February 9, 2012
| Bio-IT World > Can I Get Personal?


Can I Get Personal?



By Michael A. Greeley

March 12, 2007 | A few months ago my firm invested in two diagnostic companies and we were very much not alone. In the first half of 2006, nearly $300 million of venture capital flowed into the United States and European diagnostics industries, which greatly eclipsed the amount invested in 2005. Anecdotally the VC’s are back and seem very excited about the broader disease management and personalized medicine investment opportunities. Clearly we have successfully emerged from the “nuclear winters” of 2003 and 2004 when approximately $100 million was invested in the diagnostics industry in each year.

It is well understood that overall health care costs are dramatically reduced with early detection and therefore further disease progression is curtailed. Even with early clinical detection, or at the time when symptoms are present, the disease burden is already quite meaningful. It is equally well understood that payors are wasting money on drugs which are not very effective on certain patient populations. Today’s detection and analytical tools are enabling tailored diagnosis and treatment planning. For instance, 50 years ago clinicians could diagnose leukemia whereas today we now know there are nearly 40 types of leukemia, each of which would be treated differently. Survival rates for leukemia have improved from negligible to now approaching 70%.

Observed Tony Shuber, CTO of Predictive Biosciences —one of our new portfolio companies — “there are no magic bullets out there for all cancers, and with the increased efficacy of all these new therapies, we are able to compartmentalize patients and dramatically improve survival rates.”

In addition to the numerous policy challenges, there are other issues that diagnostic companies must navigate. From an investor’s perspective it is deceivingly expensive to bring a new test to market, and those costs are expected to only increase. From marker discovery and validation to test development and clinical hurdles, analysts have estimated that it could be as much as $100 million to bring a broad based screening test successfully to market. How that is funded is very tricky, certainly when VC’s are expecting to make 5-10x their initial investment. Identifying and then funding to those interim development milestones is critical. Corporate partners and pharma will need to play an increasing role in funding downstream clinical studies and marketing activities.

Overall general market acceptance is challenging as well. Payors are nervous that the prescribing behavior of doctors may be slow to change given that there is not presently enough pharmaco-economic data to confirm the benefits. “Will we be able to demonstrate the potential of these diagnostic technologies and translate that into clinical practice?” questioned Shuber of Predictive.

And patients themselves will struggle to appreciate the idea of targeted therapies as the medical profession is able to sub-segment patient populations especially when patients will be denied a certain treatment because the diagnostic test implies the therapy will be ineffective.

Another meaningful challenge speaks to the heart of the business model itself: the CPT-code approach to reimbursing diagnostic tests is completely divorced from the value delivered. In order to move to a more holistic disease management paradigm, the savings to the healthcare system needs to be reflected in the pricing model for diagnostic technologies. For example, it is estimated that the typical reimbursement for a herceptin-2 test is slightly more than $300, yet the value provided to the healthcare system may be as high as $24,000 if it results in the proper treatment regimen.

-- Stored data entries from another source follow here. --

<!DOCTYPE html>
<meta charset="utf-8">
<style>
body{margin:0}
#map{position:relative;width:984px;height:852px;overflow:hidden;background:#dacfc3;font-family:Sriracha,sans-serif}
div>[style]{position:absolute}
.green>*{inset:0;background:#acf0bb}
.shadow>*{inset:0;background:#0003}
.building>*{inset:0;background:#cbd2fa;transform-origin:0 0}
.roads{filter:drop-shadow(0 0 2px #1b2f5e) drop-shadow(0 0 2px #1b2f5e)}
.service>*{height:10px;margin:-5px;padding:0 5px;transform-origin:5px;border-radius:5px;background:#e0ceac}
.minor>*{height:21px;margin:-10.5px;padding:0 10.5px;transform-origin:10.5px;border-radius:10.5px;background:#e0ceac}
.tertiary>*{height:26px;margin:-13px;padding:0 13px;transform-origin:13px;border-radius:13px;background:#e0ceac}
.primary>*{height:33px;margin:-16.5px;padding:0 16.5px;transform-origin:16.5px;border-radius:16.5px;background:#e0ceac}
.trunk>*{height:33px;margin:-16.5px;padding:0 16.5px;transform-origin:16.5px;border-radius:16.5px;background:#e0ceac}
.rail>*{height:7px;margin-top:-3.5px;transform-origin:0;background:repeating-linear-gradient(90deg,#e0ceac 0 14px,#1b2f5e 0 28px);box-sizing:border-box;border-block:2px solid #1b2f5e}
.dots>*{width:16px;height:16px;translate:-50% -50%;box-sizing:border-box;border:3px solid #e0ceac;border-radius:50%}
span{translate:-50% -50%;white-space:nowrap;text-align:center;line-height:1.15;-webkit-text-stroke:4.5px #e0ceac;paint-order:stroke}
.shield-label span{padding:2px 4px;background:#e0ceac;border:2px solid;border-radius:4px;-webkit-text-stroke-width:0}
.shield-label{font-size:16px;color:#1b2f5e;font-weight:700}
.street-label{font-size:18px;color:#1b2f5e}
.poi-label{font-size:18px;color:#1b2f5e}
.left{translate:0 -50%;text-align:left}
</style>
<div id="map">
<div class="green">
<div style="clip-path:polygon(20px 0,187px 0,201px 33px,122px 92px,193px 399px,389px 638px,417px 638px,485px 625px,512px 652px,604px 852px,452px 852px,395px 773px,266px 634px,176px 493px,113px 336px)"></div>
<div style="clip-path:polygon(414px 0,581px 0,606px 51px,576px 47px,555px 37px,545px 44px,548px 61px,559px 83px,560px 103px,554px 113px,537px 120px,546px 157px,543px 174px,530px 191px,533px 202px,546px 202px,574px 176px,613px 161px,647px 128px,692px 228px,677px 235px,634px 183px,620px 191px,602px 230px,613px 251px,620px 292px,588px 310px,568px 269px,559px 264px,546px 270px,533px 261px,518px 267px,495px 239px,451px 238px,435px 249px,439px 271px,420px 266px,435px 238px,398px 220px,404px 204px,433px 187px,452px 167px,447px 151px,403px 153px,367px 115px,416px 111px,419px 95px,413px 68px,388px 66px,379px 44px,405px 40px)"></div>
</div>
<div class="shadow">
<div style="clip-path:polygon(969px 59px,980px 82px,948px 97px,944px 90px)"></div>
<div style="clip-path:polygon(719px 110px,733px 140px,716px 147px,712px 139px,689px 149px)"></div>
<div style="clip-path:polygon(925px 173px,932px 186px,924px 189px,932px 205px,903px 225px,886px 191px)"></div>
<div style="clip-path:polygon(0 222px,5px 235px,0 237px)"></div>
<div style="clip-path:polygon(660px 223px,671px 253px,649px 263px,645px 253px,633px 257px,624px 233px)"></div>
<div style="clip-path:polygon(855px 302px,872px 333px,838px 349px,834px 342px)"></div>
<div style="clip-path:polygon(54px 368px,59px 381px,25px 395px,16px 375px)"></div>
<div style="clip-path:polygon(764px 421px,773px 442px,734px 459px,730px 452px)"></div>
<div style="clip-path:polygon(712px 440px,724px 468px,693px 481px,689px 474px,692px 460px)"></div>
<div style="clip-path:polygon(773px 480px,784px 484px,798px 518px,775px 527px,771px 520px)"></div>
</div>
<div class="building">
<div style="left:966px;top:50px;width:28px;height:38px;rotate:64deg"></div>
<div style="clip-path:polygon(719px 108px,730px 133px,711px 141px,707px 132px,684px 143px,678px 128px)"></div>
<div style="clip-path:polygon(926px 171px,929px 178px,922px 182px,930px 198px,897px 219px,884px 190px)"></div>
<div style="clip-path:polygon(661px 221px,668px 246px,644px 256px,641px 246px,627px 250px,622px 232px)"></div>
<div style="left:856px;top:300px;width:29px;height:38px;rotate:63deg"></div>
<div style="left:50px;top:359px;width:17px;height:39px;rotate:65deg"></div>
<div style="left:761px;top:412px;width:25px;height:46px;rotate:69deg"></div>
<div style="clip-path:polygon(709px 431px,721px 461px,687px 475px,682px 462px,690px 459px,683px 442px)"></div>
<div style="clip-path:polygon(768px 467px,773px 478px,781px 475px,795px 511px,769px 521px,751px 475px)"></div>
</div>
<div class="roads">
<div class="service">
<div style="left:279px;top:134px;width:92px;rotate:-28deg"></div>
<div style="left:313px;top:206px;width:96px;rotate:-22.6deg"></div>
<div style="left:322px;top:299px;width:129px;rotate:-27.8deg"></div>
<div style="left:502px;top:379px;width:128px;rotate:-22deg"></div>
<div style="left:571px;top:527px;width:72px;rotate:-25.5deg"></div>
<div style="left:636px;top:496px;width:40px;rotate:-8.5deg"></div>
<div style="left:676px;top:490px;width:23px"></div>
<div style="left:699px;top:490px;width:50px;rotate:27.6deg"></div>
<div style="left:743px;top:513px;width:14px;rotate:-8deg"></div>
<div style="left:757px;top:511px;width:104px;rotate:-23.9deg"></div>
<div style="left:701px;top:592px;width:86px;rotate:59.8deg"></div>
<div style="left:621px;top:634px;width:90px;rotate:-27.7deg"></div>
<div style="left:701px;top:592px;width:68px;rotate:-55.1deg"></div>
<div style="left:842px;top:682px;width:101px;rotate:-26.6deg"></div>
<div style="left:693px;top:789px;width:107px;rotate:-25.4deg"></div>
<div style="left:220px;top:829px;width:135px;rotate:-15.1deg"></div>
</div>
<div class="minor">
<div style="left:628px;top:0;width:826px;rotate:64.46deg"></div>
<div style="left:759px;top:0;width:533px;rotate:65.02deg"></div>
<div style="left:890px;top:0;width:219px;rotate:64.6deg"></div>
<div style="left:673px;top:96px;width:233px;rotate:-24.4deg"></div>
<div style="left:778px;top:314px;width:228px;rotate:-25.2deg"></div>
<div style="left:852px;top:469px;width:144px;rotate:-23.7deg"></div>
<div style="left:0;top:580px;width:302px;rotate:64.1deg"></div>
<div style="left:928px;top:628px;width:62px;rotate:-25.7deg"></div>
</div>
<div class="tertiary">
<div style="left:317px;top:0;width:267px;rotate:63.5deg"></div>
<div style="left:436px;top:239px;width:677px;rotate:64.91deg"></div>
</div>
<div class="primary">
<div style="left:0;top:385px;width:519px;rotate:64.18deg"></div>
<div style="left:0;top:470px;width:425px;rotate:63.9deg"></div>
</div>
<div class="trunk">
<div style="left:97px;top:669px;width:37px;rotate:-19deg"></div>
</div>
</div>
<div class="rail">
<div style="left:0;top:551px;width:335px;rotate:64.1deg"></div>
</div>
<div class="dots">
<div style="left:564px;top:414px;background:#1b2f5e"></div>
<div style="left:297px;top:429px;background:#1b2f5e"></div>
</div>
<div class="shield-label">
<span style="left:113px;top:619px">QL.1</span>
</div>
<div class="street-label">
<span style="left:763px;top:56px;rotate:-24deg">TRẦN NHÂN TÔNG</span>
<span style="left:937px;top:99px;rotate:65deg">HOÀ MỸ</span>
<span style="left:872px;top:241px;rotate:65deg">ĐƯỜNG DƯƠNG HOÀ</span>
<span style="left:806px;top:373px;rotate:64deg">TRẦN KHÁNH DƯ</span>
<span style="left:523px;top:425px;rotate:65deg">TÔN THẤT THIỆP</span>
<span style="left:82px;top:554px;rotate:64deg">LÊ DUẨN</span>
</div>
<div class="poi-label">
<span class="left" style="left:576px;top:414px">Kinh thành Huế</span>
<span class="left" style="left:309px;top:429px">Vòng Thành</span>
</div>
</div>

The convergence of information technologies and medicine has created a patient population which is demanding more data and understanding for what ails them, or may ail them in the future. VC’s rational economic beings (well, maybe not all are) are relying on the fact that over time this demand for better understanding and the value proposition and reimbursement hierarchy will need to normalize. As evidence of that, there is increasing pharma collaboration activity with the diagnostic companies which will be a source of future revenue and funding, as well as probable exits. All of this underscores that the environment for diagnostics companies is improving.

Ultimately these companies will only be good VC investments if “the performance of these new tests results in decreased — and meaningfully decreased — mortality rates...and they can be incorporated into existing, established clinical algorithms...then this will drive clinical acceptance” concludes Shuber at Predictive. So yet again it really is all about the data.